At the outset, there's been a division of labor between us. Peg's already immersed in the aesthetic side of the venture, stomping around the property in her cactus-patterned boots and pondering important questions like whether we need a pergola over on the other side of the pond for newlyweds who prefer that backdrop. She's aided in the design process by Judson and Dio, the former a native of Taylor County who returned to his hometown with his new husband after years in the big city. The three of them seem engaged in a constant conversation via text over color palettes, marketing, catering, and half a hundred other things we never much thought about before now.


On my side of the ledger lies most of the drudgery of starting a business--getting us a great accountant and a tax ID number, working out the elements of a business plan regarding the cattle, and setting up a limited liability company so we can keep separate books for the business side of the farm. And, of course, wringing my hands over how to pay for the substantial front-end investment required to pull this off.


Of course, it's not been all green eyeshade work on my end. I've gone shopping and found us an antique truck, because wedding parties oddly seem to care about having their photos taken next to old pickups. We learned this through hours of perusing rural wedding venues online, and making note of the elements that seemed to repeat themselves. Old trucks are pretty much de rigueur.


So we bought one. I'll devote a whole blog post to that adventure sometime.


We also went looking for an old tractor--we already have two tractors, a well-worn Kubota for working in the more unkempt corners of Wyldswood, and Peg's new John Deere for spaces less likely to scratch it with an errant tree branch or dump it into a gopher tortoise hole. But neither is all that photogenic, and again these wedding parties seem to seek photo ops with old country stuff, sort of a matrimonial Cracker Barrel experience.


I thought I had one lined up in Wisconsin, but the seller's gone radio silent on me for some reason. Then as we were driving down the highway from Tallahassee the other day, we spied a nearly identical model on the side of the road, "for sale" sign half-buried in the grass.


It needs a little love, and P's pointed out that the unkempt property on which it sits suggests owners who weren't all that assiduous about taking care of the old girl, but if it runs and the price is right perhaps we can clean her up and I'll have something on which to putter around the property.


Vehicles aside, the main focus right now is on the buildings inside the curtilage. The interior of the main house is finally repainted, and the crew showed up with their trailer last week to chisel away the mantel lip in front of the fireplace, an artifact of when Peg first bought the place and the contractor inexplicably left off the northernmost five feet, creating a trip hazard where the bottom of the stairs spill into the fireplace mantel.


And that coral exterior will be next to go. 2005 just called and asked for its palette back.


The larger project will involve transforming the barn into a reception venue.


The current barn is really a barn, with an enclosed center space and two open pole barns on either side to park equipment and building materials for repairs around the property. But it's way, way too small for 150 folks to pack in for a catered supper. And there are no bathrooms, or a caterer's kitchen.


So our old, dear friend George has agreed to come off the bench to help transform it. Seeing his old white pickup out there the other morning, building forms to pour concrete in the eastern pole barn bay, warmed my heart. It was just like old times.

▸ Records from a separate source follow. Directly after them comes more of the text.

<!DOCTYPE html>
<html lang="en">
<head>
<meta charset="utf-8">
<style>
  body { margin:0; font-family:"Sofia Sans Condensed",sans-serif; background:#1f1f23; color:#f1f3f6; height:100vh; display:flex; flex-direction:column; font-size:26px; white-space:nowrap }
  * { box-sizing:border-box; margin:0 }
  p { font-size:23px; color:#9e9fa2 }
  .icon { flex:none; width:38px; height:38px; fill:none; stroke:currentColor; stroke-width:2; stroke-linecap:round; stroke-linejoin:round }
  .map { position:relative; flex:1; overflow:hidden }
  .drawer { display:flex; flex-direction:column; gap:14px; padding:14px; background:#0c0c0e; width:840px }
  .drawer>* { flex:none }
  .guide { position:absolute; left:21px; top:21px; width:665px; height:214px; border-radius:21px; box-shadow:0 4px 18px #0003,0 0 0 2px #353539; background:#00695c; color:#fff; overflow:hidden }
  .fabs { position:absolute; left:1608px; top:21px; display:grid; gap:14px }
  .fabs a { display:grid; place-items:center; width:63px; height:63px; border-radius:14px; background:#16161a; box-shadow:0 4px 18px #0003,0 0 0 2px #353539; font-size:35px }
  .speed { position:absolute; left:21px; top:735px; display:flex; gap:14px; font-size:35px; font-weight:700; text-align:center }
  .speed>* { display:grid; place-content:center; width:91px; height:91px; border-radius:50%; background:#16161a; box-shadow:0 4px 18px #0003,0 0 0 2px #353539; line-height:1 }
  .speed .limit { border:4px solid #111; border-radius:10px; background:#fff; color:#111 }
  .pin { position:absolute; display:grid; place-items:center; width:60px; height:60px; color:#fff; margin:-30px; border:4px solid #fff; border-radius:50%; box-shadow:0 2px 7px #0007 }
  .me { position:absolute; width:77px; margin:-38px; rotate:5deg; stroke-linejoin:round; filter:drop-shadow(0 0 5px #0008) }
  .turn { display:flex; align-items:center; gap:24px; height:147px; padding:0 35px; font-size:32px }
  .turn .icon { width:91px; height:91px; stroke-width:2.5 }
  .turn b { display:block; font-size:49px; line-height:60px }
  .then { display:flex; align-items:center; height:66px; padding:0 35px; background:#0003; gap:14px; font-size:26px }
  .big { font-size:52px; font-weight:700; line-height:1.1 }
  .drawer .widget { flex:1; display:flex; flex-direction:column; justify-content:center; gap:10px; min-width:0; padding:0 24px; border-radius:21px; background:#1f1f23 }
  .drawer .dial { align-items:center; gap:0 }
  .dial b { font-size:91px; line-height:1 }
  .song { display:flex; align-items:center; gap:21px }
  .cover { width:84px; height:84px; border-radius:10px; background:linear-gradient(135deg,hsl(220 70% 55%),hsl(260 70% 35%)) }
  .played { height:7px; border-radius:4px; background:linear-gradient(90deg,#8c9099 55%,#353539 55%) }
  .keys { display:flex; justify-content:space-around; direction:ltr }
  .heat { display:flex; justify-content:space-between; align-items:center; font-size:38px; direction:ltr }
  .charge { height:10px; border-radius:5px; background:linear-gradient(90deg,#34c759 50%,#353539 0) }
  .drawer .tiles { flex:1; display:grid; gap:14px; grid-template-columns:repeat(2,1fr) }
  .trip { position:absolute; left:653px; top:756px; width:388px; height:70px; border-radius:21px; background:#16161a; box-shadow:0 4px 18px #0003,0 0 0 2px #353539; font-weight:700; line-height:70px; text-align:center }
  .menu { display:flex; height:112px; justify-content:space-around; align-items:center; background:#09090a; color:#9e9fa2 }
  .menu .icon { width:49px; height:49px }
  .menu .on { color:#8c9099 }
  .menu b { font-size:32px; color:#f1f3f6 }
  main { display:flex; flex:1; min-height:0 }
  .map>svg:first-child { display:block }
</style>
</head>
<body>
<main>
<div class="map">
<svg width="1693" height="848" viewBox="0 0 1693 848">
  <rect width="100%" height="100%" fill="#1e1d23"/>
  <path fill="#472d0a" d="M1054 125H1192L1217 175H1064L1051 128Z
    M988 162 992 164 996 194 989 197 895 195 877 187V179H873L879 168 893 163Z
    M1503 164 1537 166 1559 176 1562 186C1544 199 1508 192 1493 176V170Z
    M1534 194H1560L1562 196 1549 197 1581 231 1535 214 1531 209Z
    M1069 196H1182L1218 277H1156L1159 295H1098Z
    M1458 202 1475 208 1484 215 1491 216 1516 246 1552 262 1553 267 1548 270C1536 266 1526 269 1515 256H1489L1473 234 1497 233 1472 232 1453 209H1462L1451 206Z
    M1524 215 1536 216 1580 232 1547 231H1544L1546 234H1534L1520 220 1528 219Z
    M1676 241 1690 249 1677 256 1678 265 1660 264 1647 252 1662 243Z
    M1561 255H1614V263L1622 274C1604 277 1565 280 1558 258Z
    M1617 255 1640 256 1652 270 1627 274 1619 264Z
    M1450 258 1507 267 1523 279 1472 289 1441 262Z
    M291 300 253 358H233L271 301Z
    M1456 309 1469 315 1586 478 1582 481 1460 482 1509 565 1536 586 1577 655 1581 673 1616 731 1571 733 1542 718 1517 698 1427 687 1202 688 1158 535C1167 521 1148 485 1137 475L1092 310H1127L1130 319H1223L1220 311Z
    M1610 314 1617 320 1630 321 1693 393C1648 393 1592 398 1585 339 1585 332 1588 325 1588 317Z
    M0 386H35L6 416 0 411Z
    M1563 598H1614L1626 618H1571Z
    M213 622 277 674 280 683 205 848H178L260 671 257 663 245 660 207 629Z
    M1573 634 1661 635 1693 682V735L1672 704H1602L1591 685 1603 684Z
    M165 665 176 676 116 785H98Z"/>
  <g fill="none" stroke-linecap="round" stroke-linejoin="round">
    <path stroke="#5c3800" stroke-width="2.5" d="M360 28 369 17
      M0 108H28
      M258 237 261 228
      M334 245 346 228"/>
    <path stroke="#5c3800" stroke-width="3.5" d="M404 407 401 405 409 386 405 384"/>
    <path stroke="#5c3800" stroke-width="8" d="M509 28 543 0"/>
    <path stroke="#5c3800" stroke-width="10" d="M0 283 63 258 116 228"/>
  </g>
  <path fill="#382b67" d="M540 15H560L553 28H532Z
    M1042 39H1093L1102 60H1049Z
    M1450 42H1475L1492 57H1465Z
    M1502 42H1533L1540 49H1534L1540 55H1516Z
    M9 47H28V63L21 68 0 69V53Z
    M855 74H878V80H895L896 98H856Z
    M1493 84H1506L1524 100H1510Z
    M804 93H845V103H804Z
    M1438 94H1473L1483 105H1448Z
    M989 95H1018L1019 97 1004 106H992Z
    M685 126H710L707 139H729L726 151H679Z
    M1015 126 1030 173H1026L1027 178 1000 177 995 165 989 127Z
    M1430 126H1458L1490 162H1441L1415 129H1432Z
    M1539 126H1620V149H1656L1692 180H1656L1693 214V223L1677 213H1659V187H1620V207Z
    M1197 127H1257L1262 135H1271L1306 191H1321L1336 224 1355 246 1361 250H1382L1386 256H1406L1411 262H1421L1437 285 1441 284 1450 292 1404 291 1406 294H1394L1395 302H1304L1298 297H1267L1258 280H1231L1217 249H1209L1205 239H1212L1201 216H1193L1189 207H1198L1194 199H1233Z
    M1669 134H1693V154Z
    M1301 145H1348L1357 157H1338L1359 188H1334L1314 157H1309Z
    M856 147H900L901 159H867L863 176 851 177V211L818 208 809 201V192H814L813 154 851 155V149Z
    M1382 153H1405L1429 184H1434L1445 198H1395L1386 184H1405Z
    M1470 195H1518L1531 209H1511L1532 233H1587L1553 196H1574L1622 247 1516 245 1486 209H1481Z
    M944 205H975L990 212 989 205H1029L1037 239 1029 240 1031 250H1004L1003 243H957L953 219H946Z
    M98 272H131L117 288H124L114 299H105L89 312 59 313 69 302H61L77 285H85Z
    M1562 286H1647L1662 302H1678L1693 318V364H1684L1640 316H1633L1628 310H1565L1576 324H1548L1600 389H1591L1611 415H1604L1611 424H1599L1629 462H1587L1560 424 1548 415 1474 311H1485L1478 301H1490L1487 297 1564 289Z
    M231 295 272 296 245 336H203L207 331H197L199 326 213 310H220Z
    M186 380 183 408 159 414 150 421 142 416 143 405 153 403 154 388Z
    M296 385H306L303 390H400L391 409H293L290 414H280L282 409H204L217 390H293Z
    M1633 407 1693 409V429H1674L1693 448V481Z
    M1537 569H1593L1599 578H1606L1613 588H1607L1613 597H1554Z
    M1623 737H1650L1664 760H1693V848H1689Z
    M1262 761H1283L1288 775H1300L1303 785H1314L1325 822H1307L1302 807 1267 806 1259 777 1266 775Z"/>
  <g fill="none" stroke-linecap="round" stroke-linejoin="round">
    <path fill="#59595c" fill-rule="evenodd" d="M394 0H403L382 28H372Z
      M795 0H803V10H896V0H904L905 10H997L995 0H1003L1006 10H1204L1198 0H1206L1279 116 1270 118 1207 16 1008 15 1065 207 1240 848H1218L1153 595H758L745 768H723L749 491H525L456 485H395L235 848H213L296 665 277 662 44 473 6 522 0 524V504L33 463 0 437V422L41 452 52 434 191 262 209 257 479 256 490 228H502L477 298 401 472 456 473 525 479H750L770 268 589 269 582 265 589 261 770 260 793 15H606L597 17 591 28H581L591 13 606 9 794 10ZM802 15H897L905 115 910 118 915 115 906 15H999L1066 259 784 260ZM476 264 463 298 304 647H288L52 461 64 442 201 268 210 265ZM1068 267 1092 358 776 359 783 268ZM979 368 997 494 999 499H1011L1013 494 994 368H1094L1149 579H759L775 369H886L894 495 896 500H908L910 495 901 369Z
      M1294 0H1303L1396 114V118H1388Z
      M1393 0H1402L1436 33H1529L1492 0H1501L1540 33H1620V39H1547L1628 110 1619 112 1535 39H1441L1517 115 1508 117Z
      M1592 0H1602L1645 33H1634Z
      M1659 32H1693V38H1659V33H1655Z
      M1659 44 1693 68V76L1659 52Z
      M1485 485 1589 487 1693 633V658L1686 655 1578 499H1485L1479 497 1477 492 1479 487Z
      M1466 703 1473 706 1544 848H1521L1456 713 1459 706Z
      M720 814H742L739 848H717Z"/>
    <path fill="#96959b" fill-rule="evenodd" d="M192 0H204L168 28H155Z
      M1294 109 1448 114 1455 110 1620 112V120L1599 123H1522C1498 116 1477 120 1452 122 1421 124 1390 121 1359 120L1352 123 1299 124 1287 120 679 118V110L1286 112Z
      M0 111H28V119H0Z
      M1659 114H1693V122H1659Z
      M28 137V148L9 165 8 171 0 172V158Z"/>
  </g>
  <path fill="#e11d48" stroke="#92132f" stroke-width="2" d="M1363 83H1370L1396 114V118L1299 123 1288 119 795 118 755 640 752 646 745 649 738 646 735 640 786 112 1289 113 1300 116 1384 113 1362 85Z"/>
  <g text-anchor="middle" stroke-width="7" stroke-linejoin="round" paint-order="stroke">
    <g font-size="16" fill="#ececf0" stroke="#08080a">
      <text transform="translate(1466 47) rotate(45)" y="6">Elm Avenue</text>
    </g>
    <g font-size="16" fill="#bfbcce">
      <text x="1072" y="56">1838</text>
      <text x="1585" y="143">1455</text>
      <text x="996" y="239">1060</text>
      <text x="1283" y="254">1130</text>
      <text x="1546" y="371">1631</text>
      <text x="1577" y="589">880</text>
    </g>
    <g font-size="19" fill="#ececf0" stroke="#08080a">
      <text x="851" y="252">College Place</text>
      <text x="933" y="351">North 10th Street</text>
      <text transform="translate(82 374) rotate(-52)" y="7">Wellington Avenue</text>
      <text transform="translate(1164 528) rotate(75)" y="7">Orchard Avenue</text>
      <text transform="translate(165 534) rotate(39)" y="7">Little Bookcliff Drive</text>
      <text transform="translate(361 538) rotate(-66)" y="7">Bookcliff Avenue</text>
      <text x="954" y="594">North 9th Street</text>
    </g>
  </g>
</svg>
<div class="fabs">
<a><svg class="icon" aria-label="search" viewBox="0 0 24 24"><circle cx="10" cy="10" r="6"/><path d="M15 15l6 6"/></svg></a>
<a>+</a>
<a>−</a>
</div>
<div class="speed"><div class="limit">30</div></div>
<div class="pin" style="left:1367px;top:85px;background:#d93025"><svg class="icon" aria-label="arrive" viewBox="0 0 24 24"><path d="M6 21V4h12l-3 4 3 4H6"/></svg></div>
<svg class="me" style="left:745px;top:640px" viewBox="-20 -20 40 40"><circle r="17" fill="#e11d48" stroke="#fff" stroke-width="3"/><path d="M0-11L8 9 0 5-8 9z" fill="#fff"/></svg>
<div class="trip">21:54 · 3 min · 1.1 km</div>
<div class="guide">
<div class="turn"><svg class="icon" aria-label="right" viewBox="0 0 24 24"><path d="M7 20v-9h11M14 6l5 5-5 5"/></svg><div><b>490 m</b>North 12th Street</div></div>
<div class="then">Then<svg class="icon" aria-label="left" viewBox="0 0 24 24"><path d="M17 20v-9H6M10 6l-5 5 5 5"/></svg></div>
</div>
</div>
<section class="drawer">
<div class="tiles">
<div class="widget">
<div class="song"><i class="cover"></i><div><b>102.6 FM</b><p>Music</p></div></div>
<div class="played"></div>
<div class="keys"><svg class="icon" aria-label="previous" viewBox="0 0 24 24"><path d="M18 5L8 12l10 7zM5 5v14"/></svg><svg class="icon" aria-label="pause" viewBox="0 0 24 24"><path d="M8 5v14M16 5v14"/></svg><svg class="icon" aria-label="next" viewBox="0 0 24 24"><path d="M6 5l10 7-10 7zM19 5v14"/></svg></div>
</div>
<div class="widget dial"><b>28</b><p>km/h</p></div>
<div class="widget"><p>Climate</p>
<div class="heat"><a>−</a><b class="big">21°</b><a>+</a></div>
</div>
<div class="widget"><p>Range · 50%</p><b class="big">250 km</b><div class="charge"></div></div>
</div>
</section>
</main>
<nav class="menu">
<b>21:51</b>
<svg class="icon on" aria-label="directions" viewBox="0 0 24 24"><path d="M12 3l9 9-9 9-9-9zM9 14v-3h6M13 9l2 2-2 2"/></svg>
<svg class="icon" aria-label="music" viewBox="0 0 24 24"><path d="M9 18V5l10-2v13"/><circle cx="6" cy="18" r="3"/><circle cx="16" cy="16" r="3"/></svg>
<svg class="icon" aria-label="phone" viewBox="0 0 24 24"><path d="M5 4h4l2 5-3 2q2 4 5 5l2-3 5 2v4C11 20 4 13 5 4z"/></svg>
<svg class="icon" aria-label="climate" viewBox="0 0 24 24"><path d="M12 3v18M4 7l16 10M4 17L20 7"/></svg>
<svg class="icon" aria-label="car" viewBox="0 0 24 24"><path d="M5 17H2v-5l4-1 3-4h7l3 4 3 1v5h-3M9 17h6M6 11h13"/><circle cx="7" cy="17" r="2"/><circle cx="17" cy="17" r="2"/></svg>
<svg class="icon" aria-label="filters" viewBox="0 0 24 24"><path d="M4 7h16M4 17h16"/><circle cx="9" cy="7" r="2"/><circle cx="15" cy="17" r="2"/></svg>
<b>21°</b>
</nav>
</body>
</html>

Hard to believe, but once he and his buddy Jason are done out there, the little green utility barn will be transformed into this.


Of course, closing in those bays means the tractors, the gator, the zero turn, and lots of other junk (including Issac's beloved 1994 Lexus sedan, his first car, that's been crumbling in the Florida heat out there for a quarter century) will need a new home. The replacement pole barn should be finished out in the middle pasture by next week.


Lots going on, exciting times for the two of us and the family of people who are helping to make Wyldswood an inviting place, and as special to the new friends who'll begin their married lives there as it's been to us.